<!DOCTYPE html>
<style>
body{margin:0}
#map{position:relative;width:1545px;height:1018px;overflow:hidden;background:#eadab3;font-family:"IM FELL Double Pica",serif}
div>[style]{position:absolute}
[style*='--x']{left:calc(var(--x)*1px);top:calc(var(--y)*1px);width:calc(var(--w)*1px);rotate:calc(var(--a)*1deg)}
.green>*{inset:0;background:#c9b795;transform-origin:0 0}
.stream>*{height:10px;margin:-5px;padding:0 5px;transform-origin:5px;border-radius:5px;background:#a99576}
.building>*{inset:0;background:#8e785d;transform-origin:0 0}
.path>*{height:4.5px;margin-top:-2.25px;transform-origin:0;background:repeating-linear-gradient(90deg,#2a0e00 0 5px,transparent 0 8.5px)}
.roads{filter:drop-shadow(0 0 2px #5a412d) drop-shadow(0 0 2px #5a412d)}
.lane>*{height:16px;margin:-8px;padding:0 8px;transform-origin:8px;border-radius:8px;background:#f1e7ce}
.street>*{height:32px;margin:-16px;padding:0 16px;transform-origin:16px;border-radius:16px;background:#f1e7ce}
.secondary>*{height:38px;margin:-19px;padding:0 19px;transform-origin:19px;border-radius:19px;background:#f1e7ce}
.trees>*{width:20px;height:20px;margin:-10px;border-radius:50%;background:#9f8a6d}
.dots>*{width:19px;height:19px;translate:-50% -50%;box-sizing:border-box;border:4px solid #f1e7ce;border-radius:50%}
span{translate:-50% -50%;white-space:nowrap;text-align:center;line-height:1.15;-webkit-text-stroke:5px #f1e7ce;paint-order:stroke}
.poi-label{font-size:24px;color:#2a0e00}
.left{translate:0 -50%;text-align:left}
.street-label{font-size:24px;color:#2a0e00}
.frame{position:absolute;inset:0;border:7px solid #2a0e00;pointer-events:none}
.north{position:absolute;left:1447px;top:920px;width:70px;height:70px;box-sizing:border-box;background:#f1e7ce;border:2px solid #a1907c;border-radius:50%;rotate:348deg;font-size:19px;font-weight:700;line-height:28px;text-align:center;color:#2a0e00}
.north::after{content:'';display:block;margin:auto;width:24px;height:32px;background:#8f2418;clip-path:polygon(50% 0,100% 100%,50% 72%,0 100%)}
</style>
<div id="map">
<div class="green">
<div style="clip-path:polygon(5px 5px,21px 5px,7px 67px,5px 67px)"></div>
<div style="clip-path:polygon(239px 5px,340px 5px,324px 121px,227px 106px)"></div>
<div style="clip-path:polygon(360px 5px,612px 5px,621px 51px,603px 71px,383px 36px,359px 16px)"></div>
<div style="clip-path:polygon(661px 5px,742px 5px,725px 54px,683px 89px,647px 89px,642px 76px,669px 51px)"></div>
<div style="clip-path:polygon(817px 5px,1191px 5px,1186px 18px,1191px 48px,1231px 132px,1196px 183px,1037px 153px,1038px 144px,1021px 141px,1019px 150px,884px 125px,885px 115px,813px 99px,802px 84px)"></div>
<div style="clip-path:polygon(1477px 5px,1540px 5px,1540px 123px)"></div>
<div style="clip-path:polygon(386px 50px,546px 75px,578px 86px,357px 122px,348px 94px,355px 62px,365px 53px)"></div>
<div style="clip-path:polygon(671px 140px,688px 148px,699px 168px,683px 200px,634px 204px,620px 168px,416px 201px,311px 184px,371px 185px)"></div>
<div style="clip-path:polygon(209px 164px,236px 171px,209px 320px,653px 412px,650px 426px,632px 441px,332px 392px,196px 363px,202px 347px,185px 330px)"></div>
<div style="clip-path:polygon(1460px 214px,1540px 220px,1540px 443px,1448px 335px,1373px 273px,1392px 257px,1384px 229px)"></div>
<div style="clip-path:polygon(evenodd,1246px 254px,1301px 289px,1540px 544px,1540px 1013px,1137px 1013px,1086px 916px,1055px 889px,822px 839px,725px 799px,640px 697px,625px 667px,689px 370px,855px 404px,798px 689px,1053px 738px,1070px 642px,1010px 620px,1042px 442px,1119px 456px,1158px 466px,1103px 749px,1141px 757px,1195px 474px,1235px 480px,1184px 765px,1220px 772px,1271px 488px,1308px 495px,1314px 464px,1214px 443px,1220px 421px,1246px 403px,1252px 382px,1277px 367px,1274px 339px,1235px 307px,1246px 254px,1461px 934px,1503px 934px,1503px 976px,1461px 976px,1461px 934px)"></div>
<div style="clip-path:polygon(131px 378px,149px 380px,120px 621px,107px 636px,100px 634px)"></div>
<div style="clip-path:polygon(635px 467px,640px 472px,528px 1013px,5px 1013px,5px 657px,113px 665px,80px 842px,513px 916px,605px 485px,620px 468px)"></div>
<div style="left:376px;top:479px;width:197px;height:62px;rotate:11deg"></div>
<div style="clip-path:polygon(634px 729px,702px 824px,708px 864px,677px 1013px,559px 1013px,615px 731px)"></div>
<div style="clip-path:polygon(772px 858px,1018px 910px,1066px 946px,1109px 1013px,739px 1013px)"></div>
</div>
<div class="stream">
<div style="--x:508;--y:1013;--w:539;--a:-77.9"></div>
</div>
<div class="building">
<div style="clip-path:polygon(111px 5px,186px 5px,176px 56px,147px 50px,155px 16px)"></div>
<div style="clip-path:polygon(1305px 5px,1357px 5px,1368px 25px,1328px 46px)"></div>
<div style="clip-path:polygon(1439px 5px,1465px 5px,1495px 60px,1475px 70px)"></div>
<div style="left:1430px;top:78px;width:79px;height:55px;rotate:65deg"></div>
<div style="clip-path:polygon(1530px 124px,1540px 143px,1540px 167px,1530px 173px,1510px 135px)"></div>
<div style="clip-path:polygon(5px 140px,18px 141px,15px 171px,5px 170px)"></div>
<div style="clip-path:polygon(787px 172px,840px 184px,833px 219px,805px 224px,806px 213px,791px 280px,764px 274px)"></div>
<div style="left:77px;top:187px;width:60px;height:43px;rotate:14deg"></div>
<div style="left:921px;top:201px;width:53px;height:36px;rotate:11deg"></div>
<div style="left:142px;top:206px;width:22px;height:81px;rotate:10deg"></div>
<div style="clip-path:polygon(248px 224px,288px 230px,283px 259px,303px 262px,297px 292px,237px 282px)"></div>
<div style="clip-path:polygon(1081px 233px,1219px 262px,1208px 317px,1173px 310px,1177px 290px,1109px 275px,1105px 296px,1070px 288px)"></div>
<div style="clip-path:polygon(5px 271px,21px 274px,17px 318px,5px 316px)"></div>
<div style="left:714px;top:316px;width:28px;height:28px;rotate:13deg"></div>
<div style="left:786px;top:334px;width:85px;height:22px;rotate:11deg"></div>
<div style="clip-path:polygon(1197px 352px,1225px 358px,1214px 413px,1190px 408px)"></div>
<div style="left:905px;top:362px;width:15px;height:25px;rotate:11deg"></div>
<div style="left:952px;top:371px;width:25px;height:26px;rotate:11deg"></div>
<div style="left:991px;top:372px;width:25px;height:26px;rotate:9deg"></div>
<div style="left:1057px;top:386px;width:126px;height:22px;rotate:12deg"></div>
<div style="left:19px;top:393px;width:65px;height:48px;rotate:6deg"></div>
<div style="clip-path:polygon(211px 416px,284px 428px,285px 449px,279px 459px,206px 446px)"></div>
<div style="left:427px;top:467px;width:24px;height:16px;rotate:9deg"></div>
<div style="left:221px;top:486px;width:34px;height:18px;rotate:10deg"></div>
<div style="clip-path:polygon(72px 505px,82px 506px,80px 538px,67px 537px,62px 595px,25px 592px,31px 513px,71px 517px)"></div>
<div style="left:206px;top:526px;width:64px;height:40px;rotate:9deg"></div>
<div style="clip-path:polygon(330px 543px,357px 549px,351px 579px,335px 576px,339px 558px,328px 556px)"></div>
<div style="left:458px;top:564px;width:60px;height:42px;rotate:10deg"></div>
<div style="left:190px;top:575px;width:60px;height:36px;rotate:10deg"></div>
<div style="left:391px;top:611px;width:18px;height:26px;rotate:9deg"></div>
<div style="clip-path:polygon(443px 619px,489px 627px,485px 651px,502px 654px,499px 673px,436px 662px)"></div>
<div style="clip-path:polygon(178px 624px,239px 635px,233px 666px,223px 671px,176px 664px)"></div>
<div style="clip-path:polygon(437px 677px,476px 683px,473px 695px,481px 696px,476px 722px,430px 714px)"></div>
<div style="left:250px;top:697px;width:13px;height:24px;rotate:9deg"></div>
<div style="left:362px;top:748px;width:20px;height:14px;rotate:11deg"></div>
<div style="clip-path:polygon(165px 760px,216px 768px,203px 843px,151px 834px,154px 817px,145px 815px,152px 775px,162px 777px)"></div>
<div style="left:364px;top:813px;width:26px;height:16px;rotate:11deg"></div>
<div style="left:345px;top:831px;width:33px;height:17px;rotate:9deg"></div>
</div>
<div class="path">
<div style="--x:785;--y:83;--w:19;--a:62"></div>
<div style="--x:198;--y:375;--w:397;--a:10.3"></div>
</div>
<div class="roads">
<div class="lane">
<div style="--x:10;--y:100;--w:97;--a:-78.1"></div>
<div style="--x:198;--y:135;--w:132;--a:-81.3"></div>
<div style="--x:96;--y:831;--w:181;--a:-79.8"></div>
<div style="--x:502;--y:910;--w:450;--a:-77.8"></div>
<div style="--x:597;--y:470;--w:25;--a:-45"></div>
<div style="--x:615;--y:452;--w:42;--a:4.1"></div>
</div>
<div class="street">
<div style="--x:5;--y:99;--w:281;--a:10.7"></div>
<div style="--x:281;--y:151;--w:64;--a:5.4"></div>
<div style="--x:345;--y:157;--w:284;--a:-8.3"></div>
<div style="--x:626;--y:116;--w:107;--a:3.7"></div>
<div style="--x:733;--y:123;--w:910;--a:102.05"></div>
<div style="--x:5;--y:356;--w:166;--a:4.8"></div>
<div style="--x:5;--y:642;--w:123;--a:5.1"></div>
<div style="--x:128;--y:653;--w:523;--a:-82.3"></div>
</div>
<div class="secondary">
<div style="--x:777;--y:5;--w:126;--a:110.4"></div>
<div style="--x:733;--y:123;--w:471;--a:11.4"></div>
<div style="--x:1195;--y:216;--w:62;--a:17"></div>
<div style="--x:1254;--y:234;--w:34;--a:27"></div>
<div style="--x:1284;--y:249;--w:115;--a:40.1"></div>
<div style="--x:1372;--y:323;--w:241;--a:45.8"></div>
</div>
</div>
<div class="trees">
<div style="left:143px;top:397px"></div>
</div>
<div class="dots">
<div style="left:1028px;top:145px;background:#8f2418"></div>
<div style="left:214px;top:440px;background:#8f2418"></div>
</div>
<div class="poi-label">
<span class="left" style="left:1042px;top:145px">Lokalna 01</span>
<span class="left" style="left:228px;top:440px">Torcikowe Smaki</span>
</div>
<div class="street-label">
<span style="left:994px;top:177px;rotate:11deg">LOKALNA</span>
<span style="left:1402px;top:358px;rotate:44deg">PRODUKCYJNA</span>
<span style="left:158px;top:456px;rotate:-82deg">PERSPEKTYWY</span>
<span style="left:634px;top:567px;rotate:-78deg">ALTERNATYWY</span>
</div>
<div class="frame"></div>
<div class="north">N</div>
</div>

====

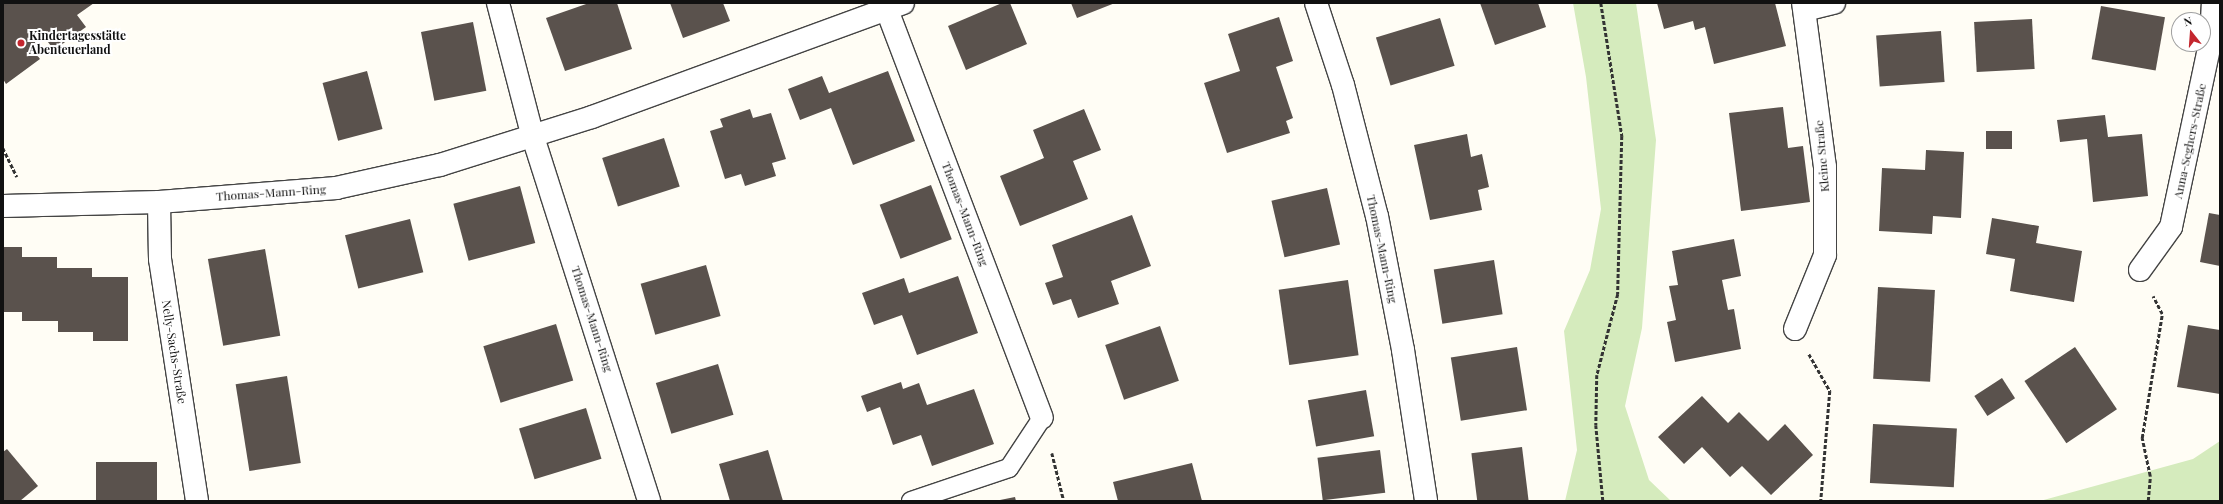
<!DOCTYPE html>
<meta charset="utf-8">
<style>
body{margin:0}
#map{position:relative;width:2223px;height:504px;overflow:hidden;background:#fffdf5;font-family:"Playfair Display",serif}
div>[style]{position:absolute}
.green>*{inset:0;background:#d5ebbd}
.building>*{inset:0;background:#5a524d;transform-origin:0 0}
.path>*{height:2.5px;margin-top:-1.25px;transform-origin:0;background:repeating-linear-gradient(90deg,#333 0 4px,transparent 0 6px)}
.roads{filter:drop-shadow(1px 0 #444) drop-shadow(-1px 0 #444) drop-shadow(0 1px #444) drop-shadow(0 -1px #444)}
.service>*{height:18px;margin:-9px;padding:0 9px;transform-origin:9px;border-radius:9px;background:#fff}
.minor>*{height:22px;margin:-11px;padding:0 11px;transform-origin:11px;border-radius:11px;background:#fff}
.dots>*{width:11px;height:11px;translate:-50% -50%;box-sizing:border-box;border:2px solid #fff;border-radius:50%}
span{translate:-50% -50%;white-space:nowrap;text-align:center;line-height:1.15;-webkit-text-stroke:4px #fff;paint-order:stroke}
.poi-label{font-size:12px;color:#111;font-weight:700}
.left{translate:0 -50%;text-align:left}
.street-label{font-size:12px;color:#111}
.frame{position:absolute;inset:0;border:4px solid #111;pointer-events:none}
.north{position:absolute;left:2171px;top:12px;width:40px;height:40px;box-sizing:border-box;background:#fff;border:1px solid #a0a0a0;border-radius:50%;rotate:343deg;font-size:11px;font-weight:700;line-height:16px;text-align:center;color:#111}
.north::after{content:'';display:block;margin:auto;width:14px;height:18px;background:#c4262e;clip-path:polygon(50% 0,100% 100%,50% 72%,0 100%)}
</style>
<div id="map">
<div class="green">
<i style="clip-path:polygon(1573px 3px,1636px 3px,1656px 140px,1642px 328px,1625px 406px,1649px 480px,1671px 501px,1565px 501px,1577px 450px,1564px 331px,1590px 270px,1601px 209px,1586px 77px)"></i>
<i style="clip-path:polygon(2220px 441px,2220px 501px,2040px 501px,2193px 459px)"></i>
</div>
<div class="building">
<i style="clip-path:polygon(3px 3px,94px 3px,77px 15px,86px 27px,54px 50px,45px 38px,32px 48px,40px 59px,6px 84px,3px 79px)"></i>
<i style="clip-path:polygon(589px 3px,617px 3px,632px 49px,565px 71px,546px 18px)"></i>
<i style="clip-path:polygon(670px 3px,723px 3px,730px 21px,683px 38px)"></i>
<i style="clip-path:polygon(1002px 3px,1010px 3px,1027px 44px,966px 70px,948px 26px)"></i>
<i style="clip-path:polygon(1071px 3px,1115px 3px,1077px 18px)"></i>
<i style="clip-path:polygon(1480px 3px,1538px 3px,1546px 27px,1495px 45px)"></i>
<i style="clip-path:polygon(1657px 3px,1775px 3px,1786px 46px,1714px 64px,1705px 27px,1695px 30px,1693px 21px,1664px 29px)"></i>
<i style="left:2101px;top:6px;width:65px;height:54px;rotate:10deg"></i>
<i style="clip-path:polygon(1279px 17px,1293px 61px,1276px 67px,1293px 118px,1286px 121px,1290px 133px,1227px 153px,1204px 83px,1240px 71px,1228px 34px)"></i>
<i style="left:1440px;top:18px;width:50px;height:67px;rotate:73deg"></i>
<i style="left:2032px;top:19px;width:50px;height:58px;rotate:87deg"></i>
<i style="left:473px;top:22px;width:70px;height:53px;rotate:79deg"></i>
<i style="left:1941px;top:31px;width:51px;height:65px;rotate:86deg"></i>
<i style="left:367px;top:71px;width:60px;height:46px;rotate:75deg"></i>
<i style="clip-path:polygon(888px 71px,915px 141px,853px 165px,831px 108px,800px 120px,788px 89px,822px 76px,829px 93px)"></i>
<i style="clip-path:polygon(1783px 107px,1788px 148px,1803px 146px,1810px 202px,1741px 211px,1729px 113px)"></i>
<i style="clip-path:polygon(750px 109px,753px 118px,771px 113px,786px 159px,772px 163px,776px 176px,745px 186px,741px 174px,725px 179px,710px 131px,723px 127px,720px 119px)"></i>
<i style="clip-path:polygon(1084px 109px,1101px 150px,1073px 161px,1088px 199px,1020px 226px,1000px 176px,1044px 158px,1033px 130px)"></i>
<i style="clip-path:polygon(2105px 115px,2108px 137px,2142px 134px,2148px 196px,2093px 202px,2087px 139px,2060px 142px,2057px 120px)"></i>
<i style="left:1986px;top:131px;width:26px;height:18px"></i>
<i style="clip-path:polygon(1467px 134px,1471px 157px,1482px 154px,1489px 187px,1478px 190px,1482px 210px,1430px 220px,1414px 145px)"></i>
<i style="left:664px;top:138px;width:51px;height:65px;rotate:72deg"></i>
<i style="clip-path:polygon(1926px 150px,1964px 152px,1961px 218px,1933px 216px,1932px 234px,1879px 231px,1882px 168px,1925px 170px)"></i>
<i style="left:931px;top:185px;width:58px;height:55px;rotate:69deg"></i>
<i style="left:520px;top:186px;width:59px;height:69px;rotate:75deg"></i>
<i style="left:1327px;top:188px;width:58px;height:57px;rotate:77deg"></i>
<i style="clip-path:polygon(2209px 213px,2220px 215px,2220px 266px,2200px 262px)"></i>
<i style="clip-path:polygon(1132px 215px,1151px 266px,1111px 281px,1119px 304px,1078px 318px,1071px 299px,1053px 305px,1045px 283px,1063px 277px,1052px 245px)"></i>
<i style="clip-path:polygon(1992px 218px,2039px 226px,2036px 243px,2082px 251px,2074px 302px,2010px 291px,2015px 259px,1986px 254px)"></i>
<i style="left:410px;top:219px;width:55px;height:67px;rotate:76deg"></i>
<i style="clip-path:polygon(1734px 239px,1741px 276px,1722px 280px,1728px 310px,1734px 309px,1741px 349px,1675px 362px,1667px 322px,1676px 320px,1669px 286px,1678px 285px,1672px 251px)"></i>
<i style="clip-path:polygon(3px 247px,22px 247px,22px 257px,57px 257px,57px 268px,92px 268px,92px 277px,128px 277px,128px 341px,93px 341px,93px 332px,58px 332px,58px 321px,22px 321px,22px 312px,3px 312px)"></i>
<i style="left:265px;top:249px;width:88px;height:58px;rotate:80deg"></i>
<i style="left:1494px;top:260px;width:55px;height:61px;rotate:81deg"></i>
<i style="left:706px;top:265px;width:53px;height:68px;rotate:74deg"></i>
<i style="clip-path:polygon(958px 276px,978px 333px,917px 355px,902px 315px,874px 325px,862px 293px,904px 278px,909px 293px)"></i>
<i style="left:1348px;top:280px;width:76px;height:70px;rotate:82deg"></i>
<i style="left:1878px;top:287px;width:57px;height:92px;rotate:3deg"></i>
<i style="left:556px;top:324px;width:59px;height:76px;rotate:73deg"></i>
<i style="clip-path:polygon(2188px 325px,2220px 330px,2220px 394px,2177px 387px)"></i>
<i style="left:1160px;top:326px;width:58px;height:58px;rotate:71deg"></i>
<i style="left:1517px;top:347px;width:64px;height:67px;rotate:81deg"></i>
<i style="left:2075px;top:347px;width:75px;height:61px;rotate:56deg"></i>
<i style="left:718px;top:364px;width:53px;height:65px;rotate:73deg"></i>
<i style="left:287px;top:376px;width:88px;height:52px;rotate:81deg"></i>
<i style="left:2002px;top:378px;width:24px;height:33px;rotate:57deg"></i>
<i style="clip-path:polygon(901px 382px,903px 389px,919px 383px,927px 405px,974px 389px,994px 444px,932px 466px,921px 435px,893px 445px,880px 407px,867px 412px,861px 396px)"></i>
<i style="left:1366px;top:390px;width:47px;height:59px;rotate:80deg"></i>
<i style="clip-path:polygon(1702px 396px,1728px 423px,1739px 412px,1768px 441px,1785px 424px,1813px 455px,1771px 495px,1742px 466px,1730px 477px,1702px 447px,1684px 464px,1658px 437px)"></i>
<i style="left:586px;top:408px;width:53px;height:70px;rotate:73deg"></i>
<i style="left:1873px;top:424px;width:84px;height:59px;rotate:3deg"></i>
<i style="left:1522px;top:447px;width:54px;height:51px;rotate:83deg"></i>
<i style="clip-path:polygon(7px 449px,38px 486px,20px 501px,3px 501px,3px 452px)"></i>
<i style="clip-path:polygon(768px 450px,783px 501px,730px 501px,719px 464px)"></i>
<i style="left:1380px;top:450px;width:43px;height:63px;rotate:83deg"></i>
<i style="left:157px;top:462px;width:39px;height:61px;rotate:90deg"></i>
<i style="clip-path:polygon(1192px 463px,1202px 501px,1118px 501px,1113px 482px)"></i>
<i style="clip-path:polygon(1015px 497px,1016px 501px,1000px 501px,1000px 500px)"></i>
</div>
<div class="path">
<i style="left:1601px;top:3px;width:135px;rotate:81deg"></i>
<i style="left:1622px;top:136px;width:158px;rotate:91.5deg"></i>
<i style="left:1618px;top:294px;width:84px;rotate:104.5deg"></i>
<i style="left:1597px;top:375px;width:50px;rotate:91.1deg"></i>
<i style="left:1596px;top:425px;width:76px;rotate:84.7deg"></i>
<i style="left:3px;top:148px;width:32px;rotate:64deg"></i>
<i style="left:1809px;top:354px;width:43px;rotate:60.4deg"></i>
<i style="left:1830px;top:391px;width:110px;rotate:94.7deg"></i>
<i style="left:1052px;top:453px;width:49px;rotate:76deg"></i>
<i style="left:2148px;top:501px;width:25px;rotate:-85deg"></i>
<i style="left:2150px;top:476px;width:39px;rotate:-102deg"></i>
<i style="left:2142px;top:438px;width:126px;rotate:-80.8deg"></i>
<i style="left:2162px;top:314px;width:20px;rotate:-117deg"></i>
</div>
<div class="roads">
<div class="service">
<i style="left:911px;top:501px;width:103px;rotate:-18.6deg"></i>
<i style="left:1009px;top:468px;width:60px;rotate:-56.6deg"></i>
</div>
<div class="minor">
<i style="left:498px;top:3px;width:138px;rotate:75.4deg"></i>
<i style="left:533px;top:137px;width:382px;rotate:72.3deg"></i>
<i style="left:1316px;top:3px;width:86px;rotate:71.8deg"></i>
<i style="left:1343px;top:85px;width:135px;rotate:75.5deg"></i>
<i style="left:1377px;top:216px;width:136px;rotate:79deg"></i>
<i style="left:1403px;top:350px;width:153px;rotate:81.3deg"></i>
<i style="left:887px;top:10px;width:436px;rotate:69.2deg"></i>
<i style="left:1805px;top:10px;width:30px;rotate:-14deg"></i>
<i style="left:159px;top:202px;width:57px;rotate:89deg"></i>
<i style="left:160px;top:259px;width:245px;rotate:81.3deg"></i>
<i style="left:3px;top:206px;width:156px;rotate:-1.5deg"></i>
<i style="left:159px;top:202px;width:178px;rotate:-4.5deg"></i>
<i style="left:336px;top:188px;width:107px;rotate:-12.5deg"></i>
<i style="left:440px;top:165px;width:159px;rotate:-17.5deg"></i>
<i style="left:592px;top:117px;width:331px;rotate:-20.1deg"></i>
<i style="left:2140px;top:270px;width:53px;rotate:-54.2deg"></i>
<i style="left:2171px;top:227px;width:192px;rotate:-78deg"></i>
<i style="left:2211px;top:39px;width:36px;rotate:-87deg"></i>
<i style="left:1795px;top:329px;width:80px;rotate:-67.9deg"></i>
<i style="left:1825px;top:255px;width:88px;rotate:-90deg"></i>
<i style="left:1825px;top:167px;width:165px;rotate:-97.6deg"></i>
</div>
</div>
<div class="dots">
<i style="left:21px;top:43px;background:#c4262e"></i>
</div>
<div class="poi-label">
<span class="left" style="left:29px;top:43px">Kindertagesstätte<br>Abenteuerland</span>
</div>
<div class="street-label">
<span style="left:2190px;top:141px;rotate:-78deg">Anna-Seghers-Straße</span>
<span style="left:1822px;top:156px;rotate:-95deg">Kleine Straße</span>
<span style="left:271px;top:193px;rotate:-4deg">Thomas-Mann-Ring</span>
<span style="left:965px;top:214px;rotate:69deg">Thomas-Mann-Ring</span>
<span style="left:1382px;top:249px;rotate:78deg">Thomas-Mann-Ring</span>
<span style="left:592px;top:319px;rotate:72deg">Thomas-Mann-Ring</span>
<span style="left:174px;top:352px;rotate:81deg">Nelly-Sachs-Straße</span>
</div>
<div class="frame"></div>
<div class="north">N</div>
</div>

====

Requirement
Look for the string "family" in the entries above. Copy every line that has it.

Task output
#map{position:relative;width:1545px;height:1018px;overflow:hidden;background:#eadab3;font-family:"IM FELL Double Pica",serif}
#map{position:relative;width:2223px;height:504px;overflow:hidden;background:#fffdf5;font-family:"Playfair Display",serif}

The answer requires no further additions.